TASK DESCRIPTION: Look below for the line containing "M1405,669L1561,664L1686,666"; from there, print each line exactly up to and including the line containing "2 * Math.PI);", and stop.

(RECORDS FOR THE TASK)

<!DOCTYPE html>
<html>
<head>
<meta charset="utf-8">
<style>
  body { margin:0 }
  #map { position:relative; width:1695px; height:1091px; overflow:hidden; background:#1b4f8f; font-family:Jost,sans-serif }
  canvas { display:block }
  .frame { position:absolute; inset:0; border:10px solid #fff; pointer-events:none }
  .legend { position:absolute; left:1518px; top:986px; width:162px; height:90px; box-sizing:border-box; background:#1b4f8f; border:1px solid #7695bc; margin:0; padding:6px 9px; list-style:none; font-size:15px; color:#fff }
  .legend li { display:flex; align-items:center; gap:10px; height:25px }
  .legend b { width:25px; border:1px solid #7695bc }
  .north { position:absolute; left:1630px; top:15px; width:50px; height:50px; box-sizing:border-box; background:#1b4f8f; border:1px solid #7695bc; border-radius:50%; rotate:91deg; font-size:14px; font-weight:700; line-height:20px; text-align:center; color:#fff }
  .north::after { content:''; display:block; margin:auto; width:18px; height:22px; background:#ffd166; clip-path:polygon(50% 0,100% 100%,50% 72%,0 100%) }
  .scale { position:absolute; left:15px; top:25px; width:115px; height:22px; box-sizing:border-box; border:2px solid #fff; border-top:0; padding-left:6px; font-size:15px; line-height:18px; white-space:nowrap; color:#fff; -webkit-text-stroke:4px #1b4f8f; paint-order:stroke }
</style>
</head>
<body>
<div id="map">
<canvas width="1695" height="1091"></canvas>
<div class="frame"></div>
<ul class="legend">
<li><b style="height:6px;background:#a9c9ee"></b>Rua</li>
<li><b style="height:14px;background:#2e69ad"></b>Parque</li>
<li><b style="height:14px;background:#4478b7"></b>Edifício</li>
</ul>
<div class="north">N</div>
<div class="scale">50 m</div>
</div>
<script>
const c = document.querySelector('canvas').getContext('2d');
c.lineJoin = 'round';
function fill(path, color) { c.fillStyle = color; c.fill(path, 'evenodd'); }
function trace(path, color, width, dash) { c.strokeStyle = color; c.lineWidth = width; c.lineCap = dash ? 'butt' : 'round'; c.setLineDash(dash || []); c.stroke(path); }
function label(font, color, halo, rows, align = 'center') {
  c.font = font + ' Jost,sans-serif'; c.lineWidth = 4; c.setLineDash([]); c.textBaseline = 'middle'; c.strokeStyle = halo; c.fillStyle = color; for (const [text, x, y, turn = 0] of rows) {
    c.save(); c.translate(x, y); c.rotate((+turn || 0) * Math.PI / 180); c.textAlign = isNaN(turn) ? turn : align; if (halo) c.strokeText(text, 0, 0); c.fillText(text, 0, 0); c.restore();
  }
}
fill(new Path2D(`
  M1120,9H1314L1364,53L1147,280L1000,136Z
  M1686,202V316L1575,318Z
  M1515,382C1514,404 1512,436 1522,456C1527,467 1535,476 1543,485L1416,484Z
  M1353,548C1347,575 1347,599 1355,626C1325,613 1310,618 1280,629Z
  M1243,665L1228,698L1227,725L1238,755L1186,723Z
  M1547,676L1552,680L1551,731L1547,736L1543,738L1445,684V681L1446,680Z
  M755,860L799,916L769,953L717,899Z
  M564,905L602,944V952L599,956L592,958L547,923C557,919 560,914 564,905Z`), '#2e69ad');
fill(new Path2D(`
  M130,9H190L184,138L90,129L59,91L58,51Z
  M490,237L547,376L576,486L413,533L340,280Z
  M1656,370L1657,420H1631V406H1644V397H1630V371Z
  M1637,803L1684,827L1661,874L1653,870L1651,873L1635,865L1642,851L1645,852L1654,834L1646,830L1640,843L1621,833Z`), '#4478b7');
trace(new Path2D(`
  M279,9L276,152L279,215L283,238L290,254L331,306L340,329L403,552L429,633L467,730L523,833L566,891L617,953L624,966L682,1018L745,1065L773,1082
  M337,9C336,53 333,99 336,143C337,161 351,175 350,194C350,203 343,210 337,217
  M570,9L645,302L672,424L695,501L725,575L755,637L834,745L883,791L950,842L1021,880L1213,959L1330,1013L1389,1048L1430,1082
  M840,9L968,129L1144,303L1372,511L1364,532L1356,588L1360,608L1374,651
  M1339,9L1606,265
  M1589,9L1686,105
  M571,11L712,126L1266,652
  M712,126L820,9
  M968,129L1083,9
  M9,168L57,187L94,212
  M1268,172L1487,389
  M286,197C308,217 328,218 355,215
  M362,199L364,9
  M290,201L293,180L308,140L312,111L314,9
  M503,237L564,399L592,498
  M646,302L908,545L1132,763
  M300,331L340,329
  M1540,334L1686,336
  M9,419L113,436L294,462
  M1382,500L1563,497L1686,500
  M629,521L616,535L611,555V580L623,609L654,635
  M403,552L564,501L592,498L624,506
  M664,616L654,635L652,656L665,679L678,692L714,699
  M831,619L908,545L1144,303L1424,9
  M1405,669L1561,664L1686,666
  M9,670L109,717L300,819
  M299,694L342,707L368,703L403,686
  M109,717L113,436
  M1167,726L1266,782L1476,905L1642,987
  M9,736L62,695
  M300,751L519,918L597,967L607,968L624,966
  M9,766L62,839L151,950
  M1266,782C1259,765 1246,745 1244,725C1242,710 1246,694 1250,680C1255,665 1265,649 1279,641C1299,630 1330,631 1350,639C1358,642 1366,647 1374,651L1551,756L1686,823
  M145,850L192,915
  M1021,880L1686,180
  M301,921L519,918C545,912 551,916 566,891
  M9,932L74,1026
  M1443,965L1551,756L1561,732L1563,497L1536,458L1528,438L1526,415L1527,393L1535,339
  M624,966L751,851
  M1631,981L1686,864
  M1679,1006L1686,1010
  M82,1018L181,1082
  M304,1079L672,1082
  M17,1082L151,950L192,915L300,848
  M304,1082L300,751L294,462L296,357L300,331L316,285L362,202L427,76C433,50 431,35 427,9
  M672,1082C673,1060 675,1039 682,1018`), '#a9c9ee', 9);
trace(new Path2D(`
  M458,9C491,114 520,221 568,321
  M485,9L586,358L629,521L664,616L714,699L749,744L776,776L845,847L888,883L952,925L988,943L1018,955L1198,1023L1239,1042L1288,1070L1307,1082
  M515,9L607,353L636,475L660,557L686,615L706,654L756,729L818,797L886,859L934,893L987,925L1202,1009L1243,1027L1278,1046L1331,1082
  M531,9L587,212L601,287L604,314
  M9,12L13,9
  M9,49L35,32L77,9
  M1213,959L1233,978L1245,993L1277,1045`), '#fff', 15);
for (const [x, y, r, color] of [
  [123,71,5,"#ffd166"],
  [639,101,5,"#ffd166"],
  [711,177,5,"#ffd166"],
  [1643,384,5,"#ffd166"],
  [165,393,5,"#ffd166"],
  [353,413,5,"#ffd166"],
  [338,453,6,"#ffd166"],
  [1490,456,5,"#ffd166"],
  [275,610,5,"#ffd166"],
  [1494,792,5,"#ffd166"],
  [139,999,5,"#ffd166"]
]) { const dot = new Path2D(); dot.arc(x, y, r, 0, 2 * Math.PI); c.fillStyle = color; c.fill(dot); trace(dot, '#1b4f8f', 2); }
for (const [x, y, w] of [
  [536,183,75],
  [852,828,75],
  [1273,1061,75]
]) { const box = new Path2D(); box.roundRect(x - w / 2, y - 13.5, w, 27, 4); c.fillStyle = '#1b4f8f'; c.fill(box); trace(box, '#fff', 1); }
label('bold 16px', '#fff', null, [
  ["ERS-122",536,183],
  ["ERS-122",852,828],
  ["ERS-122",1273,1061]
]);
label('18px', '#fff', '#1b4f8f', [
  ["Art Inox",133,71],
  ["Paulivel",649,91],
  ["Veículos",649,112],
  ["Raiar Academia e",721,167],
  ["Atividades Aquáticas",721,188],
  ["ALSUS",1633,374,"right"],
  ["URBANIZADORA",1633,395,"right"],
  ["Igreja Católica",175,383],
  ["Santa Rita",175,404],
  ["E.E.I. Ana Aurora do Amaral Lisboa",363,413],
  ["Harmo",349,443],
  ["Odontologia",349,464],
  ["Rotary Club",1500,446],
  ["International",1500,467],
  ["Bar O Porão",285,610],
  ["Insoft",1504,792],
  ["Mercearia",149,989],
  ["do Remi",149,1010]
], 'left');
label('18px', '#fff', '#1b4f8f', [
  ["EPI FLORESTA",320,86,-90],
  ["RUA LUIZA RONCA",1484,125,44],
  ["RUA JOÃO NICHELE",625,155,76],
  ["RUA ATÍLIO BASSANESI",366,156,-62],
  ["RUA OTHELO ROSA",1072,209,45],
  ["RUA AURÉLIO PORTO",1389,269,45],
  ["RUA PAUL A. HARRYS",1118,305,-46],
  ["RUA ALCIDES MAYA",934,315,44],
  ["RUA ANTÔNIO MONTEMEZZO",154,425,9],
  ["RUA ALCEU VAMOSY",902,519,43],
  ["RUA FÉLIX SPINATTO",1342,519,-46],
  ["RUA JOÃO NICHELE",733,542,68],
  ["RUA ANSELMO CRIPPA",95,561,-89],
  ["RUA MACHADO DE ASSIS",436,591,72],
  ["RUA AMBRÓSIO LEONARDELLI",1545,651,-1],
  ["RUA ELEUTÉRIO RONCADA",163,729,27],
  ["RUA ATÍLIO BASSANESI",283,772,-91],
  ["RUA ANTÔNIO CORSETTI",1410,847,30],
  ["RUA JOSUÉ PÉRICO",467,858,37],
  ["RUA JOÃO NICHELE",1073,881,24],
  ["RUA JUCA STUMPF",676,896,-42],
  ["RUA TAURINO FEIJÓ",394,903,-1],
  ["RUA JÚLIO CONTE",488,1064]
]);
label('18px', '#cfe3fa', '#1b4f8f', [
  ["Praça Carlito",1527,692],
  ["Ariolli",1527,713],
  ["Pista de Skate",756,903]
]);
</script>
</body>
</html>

(End RECORDS FOR THE TASK)

SOLUTION TO THE EXERCISE:
  M1405,669L1561,664L1686,666
  M9,670L109,717L300,819
  M299,694L342,707L368,703L403,686
  M109,717L113,436
  M1167,726L1266,782L1476,905L1642,987
  M9,736L62,695
  M300,751L519,918L597,967L607,968L624,966
  M9,766L62,839L151,950
  M1266,782C1259,765 1246,745 1244,725C1242,710 1246,694 1250,680C1255,665 1265,649 1279,641C1299,630 1330,631 1350,639C1358,642 1366,647 1374,651L1551,756L1686,823
  M145,850L192,915
  M1021,880L1686,180
  M301,921L519,918C545,912 551,916 566,891
  M9,932L74,1026
  M1443,965L1551,756L1561,732L1563,497L1536,458L1528,438L1526,415L1527,393L1535,339
  M624,966L751,851
  M1631,981L1686,864
  M1679,1006L1686,1010
  M82,1018L181,1082
  M304,1079L672,1082
  M17,1082L151,950L192,915L300,848
  M304,1082L300,751L294,462L296,357L300,331L316,285L362,202L427,76C433,50 431,35 427,9
  M672,1082C673,1060 675,1039 682,1018`), '#a9c9ee', 9);
trace(new Path2D(`
  M458,9C491,114 520,221 568,321
  M485,9L586,358L629,521L664,616L714,699L749,744L776,776L845,847L888,883L952,925L988,943L1018,955L1198,1023L1239,1042L1288,1070L1307,1082
  M515,9L607,353L636,475L660,557L686,615L706,654L756,729L818,797L886,859L934,893L987,925L1202,1009L1243,1027L1278,1046L1331,1082
  M531,9L587,212L601,287L604,314
  M9,12L13,9
  M9,49L35,32L77,9
  M1213,959L1233,978L1245,993L1277,1045`), '#fff', 15);
for (const [x, y, r, color] of [
  [123,71,5,"#ffd166"],
  [639,101,5,"#ffd166"],
  [711,177,5,"#ffd166"],
  [1643,384,5,"#ffd166"],
  [165,393,5,"#ffd166"],
  [353,413,5,"#ffd166"],
  [338,453,6,"#ffd166"],
  [1490,456,5,"#ffd166"],
  [275,610,5,"#ffd166"],
  [1494,792,5,"#ffd166"],
  [139,999,5,"#ffd166"]
]) { const dot = new Path2D(); dot.arc(x, y, r, 0, 2 * Math.PI); c.fillStyle = color; c.fill(dot); trace(dot, '#1b4f8f', 2); }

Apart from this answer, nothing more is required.